To my surprise the film above, Teaserama (1955) also includes silly skits in the style:

  • “he’s so honest he finds things before they are lost”
  • “he studied for a doctor once, the doctor was too busy to study for himself”
  • “he treated a man for five years before he found out the guy was a chinaman.”

RIP Jim Steinman (1947 – 2021)

Total Eclipse of the Heart” (1983)

Jim Steinman was an American composer best known for his work with Meat Loaf.

In general I find his music unbearably swollen kitsch. Bombast is the word. Steinman himself called it Wagnerian rock.

However, I admit that I have soft spot for “Total Eclipse of the Heart” (1983), a song interpreted by Bonnie Tyler.

That song happens to be in the Jahsonic top 1000 (part 2).

RIP Marshall Sahlins (1930 – 2021)

Death of Captain James Cook (1783) by George Carter. This image of the murder of James Cook reproduced here to illustrate the debate Sahlins was involved in. Did the natives consider Cook a god or not? Or was this a hineininterpretiering of Western imagination?

Marshall Sahlins was an American anthropologist.

What currently interests me in anthropology are a) accusations of eurocentrism; b) discussions on the nature of human nature (innate good or bad); and c) sexual anthropology. By sexual anthropology I mean a particular variant of it, which I call anthropologica, namely the prurient interest in sex which masquerades as anthropology.

There is no anthropologica in Sahlins, anthropologica is more the province of the 17th and 18th centuries.

I know not of discussion by Sahlins on the innate goodness or badness of man.

There are accusations of eurocentrism in Sahlins: see the Sahlins–Obeyesekere debate.

Sahlins co-authored the book On Kings (2017) with David Graeber, who died recently and of whom I’ve read the book on debt and the book on bullshit jobs.

David Graeber also wrote a foreword to a later edition of Stone Age Economics (1972).

RIP Gene Youngblood (1942 – 2021)

 Gene Youngblood is an American writer best known for his book Expanded Cinema (1970). The book is a typical product of 1960s counter-cultural utopianism.

Unidentified edition of ‘Expanded Cinema’.

Contrary to the usual 1960s utopianism, Youngblood’s utopianism is not focused on politics but on form.

Central to this book is the predicted advent of a new noosphere. Noosphere is a concept coined by Teilhard de Chardin (along with Vladimir Vernadsky).

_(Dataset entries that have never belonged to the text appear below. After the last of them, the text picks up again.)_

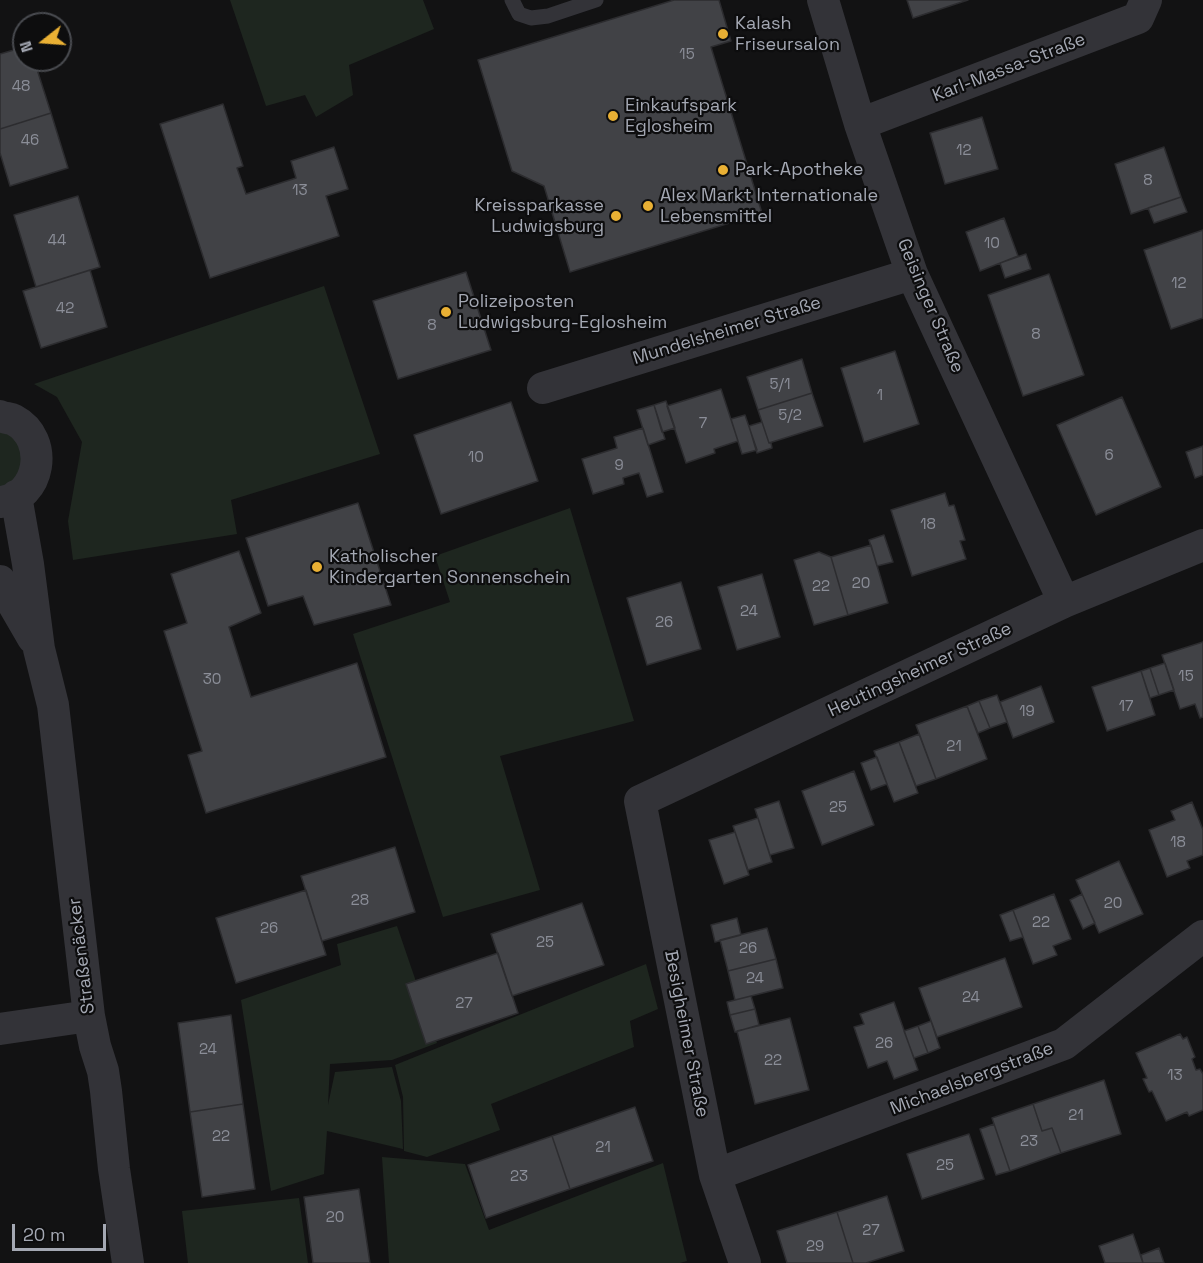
<!DOCTYPE html>
<html>
<head>
<meta charset="utf-8">
<style>
  body { margin:0 }
  #map { position:relative; width:1203px; height:1263px; overflow:hidden; background:#121213; font-family:"Space Grotesk",sans-serif }
  canvas { display:block }
  .north { position:absolute; left:12px; top:12px; width:60px; height:60px; box-sizing:border-box; background:#0d0d0e; border:2px solid #494b50; border-radius:50%; rotate:253deg; font-size:16px; font-weight:700; line-height:24px; text-align:center; color:#a4a8b3 }
  .north::after { content:''; display:block; margin:auto; width:21px; height:27px; background:#e9b034; clip-path:polygon(50% 0,100% 100%,50% 72%,0 100%) }
  .scale { position:absolute; left:12px; top:1224px; width:94px; height:27px; box-sizing:border-box; border:3px solid #a4a8b3; border-top:0; padding-left:8px; font-size:18px; line-height:21px; white-space:nowrap; color:#a4a8b3; -webkit-text-stroke:4px #0d0d0e; paint-order:stroke }
</style>
</head>
<body>
<div id="map">
<canvas width="1203" height="1263"></canvas>
<div class="north">N</div>
<div class="scale">20 m</div>
</div>
<script>
const g = document.querySelector('canvas').getContext('2d');
g.lineJoin = 'round';
function paint(path, color) {
  g.fillStyle = color;
  g.fill(path, 'evenodd');
}
function trace(path, color, width, dash) {
  g.strokeStyle = color;
  g.lineWidth = width;
  g.lineCap = dash ? 'butt' : 'round';
  g.setLineDash(dash || []);
  g.stroke(path);
}
function drawText(font, color, halo, rows, align = 'center') {
  g.font = font + ' "Space Grotesk",sans-serif';
  g.lineWidth = 4.5;
  g.setLineDash([]);
  g.textBaseline = 'middle';
  g.strokeStyle = halo;
  g.fillStyle = color;
  for (const [text, x, y, turn = 0] of rows) {
    g.save();
    g.translate(x, y);
    g.rotate((+turn || 0) * Math.PI / 180);
    g.textAlign = isNaN(turn) ? turn : align;
    if (halo) g.strokeText(text, 0, 0);
    g.fillText(text, 0, 0);
    g.restore();
  }
}
const green = new Path2D(`
  M230,0h193l11,29 -85,36 4,30 -37,22 -11,-22 -39,11z
  M324,286l56,168 -149,46 6,34 -164,26 -5,-39 14,-79 -25,-45 -23,-13z
  M0,416l36,30 -36,56z
  M570,508l64,213 -134,35 40,134 -97,27 -90,-283 97,-32 -15,-46z
  M397,926l40,117 -45,17 -62,4 -2,41 7,-33 57,-5 9,34 2,48 -76,-18 -3,43 -53,17 -30,-191 100,-35 -4,-21z
  M646,964l12,45 -28,12 4,26 -143,57 9,26 -73,27 -23,-6 -1,-54 -8,-32z
  M382,1157l83,7 24,66 174,-67 24,98 -7,2h-291z
  M299,1198l9,65h-120l-6,-52z`);
const building = new Path2D(`
  M674,0h45l12,41 -20,6 51,166 -192,59 -26,-86 -32,-15 -34,-111z
  M907,0h61l-55,18z
  M24,47v13h10l17,53 -51,16v-75z
  M223,104l20,62 -6,2 9,26 50,-16 -5,-17 43,-14 14,42 -22,7 13,40 -129,42 -50,-154z
  M51,113l17,55 -58,18 -10,-33v-24z
  M982,117l16,52 -53,15 -15,-51z
  M1164,147l17,50 -50,17 -16,-50z
  M78,196l22,71 -64,20 -22,-72z
  M1181,197l6,15 -33,11 -6,-15z
  M1004,218l14,38 -38,15 -14,-39z
  M1203,230v88l-32,11 -27,-79z
  M1026,254l5,15 -26,9 -5,-15z
  M90,270l17,57 -66,21 -18,-57z
  M466,272l25,78 -93,29 -25,-78z
  M1049,274l35,101 -61,21 -35,-101z
  M895,351l24,73 -55,18 -23,-74z
  M802,359l10,34 -54,17 -11,-33z
  M721,389l17,52 -24,8 1,4 -29,10 -19,-57z
  M812,393l11,33 -54,17 -11,-33z
  M1122,397l39,90 -65,28 -39,-90z
  M666,401l9,27 -13,4 -8,-27z
  M511,402l27,79 -97,33 -27,-79z
  M654,405l11,34 -17,6 -11,-35z
  M745,415l12,35 -15,4 -11,-35z
  M762,422l7,21h2l1,5 -15,5 -8,-27z
  M643,428l20,64 -16,5 -8,-24 -16,5 1,6 -31,10 -11,-35 35,-11 -3,-11z
  M1203,446v29l-8,3 -9,-26z
  M945,493l4,13 5,-1 11,35 -5,1 6,18 -54,17 -21,-66z
  M358,503l33,102 -77,20 -11,-29 -35,10 -22,-68z
  M884,535l9,27 -16,4 -8,-26z
  M871,545l17,58 -40,12 -17,-58z
  M239,551l22,62 -32,14 22,70 106,-34 29,94 -180,56 -18,-58 14,-4 -38,-120 23,-8 -16,-49z
  M819,552l12,5 17,58 -34,10 -20,-65z
  M762,574l18,63 -43,13 -19,-63z
  M681,582l20,67 -54,16 -20,-67z
  M1203,642v75l-3,1 -5,-14 -15,5 -18,-54z
  M1165,663l9,27 -15,5 -9,-27z
  M1150,668l9,27 -9,3 -9,-27z
  M1141,671l14,44 -48,16 -15,-44z
  M1041,686l13,36 -41,16 -13,-36z
  M997,695l10,27 -17,6 -11,-27z
  M979,701l11,27 -12,5 -11,-27z
  M967,706l20,53 -51,20 -20,-54z
  M919,734l17,45 -20,7 -17,-44z
  M899,742l19,51 -24,9 -20,-51z
  M877,757l10,27 -16,6 -10,-27z
  M854,771l20,54 -52,20 -20,-54z
  M779,801l15,47 -24,7 -15,-46z
  M1192,802l11,28v25l-16,6 3,7 -23,9 -18,-47 26,-10 -4,-9z
  M758,818l14,44 -24,8 -15,-44z
  M735,832l14,43 -25,9 -15,-44z
  M395,847l20,65 -93,29 -21,-65z
  M1119,861l24,53 -44,19 -23,-53z
  M306,890l20,65 -90,28 -20,-65z
  M1054,894l17,45 -18,7 4,9 -24,9 -20,-54z
  M1082,894l13,29 -12,6 -13,-29z
  M582,903l22,62 -92,31 -21,-62z
  M1013,910l10,27 -13,4 -10,-26z
  M737,918l4,17 -26,7 -4,-17z
  M767,928l9,31 -48,12 -8,-31z
  M498,953l20,60 -92,31 -20,-60z
  M1005,958l17,49 -85,30 -18,-49z
  M776,959l7,29 -48,12 -7,-29z
  M751,996l4,13 -25,6 -3,-13z
  M894,1002l24,68 -24,9 -7,-18 -19,7 -14,-41 10,-3 -4,-10z
  M755,1009l4,16 -24,7 -5,-17z
  M231,1015l12,89 -53,8 -12,-89z
  M790,1018l19,72 -54,14 -18,-73z
  M931,1021l9,27 -12,5 -10,-27z
  M918,1026l10,27 -14,5 -10,-27z
  M1180,1034l3,5 4,-2 8,20 -3,2 4,11 4,-1 3,5v36l-14,6 -2,-4 -21,9 -14,-30 -3,1 -6,-13 4,-1 -11,-25z
  M1104,1080l17,54 -60,19 -9,-25 -10,3 -9,-27z
  M243,1104l12,85 -53,8 -12,-85z
  M1033,1104l9,27 10,-3 9,25 -51,18 -18,-53z
  M635,1107l18,54 -83,28 -18,-53z
  M994,1124l16,47 -14,4 -16,-46z
  M969,1134l15,45 -62,20 -15,-45z
  M552,1136l18,53 -84,29 -18,-53z
  M359,1189l11,74h-57l-9,-66z
  M887,1196l17,55 -38,12h-13l-16,-51z
  M837,1212l16,51h-66l-10,-32z
  M1133,1234l10,29h-38l-6,-17z
  M1159,1248l5,15h-21l-2,-8z`);
const service = new Path2D(`
  M512,0l7,14 12,4 17,-2 48,-16`);
const minor = new Path2D(`
  M823,0l37,124 52,150 152,328
  M860,124l278,-106 8,-18
  M543,388l369,-114
  M0,416c4,2 10,2 14,4 36,19 27,78 -14,82
  M16,496l12,68 11,85 14,56 36,311 6,30 8,25 3,20 8,78 14,94
  M0,581l33,57
  M0,1029l89,-13
  M715,1175l349,-131 139,-108
  M745,1263l-30,-88 -75,-374 424,-199 139,-57`);
const markers = [
  [723,34,6,"#e9b034"],
  [613,116,6,"#e9b034"],
  [723,170,6,"#e9b034"],
  [648,206,6,"#e9b034"],
  [616,216,6,"#e9b034"],
  [446,312,6,"#e9b034"],
  [317,567,6,"#e9b034"]
];
const numberNames = [
  ["15",687,55],
  ["48",21,87],
  ["46",30,141],
  ["12",964,151],
  ["8",1148,181],
  ["13",300,191],
  ["44",57,241],
  ["10",992,244],
  ["12",1179,284],
  ["42",65,309],
  ["8",432,326],
  ["8",1036,335],
  ["5/1",780,385],
  ["1",880,396],
  ["5/2",790,416],
  ["7",703,424],
  ["6",1109,456],
  ["10",476,458],
  ["9",619,466],
  ["18",928,525],
  ["20",861,584],
  ["22",821,587],
  ["24",749,612],
  ["26",664,623],
  ["15",1186,677],
  ["30",212,680],
  ["17",1126,707],
  ["19",1027,712],
  ["21",954,747],
  ["25",838,808],
  ["18",1178,843],
  ["28",360,901],
  ["20",1113,904],
  ["22",1041,923],
  ["26",269,929],
  ["25",545,943],
  ["26",748,949],
  ["24",755,979],
  ["24",971,998],
  ["27",464,1004],
  ["26",884,1044],
  ["24",208,1050],
  ["22",773,1061],
  ["13",1175,1076],
  ["21",1076,1116],
  ["22",221,1137],
  ["23",1029,1142],
  ["21",603,1148],
  ["25",945,1166],
  ["23",519,1177],
  ["20",335,1218],
  ["27",871,1231],
  ["29",815,1247]
];
const poiNames = [
  ["Kalash",735,24],
  ["Friseursalon",735,45],
  ["Einkaufspark",625,106],
  ["Eglosheim",625,127],
  ["Park-Apotheke",735,170],
  ["Alex Markt Internationale",660,196],
  ["Lebensmittel",660,217],
  ["Kreissparkasse",604,206,"right"],
  ["Ludwigsburg",604,227,"right"],
  ["Polizeiposten",458,302],
  ["Ludwigsburg-Eglosheim",458,323],
  ["Katholischer",329,557],
  ["Kindergarten Sonnenschein",329,578]
];
const streetNames = [
  ["Karl-Massa-Straße",1009,68,-21],
  ["Geisinger Straße",930,306,67],
  ["Mundelsheimer Straße",727,331,-17],
  ["Heutingsheimer Straße",920,670,-25],
  ["Straßenäcker",82,956,-97],
  ["Besigheimer Straße",686,1034,79],
  ["Michaelsbergstraße",972,1079,-21]
];
paint(green, '#1e261f');
paint(building, '#414246');
trace(building, '#2c2c2f', 1.5);
trace(service, '#333338', 15);
trace(minor, '#333338', 32);
for (const [x, y, r, color] of markers) {
  const dot = new Path2D();
  dot.arc(x, y, r, 0, 2 * Math.PI);
  g.fillStyle = color;
  g.fill(dot);
  trace(dot, '#0d0d0e', 2);
}
drawText('15px', '#8b8e98', null, numberNames);
drawText('18px', '#a4a8b3', '#0d0d0e', poiNames, 'left');
drawText('18px', '#a4a8b3', '#0d0d0e', streetNames);
</script>
</body>
</html>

RIP Patrick Juvet (1950 – 2021

“I Love America”

Patrick Juvet was a Swiss singer-songwriter who had a string of hit records in France (“Où sont les femmes?”) during the seventies.

He found international success with disco compositions such as “I Love America” (1978) which was his biggest record and was included on the compilation A Night at Studio 54 (1979).

Also in 1979, he wrote the soundtrack to Laura by David Hamilton.

By the early eighties, after the death of disco, his five minutes of fame were over.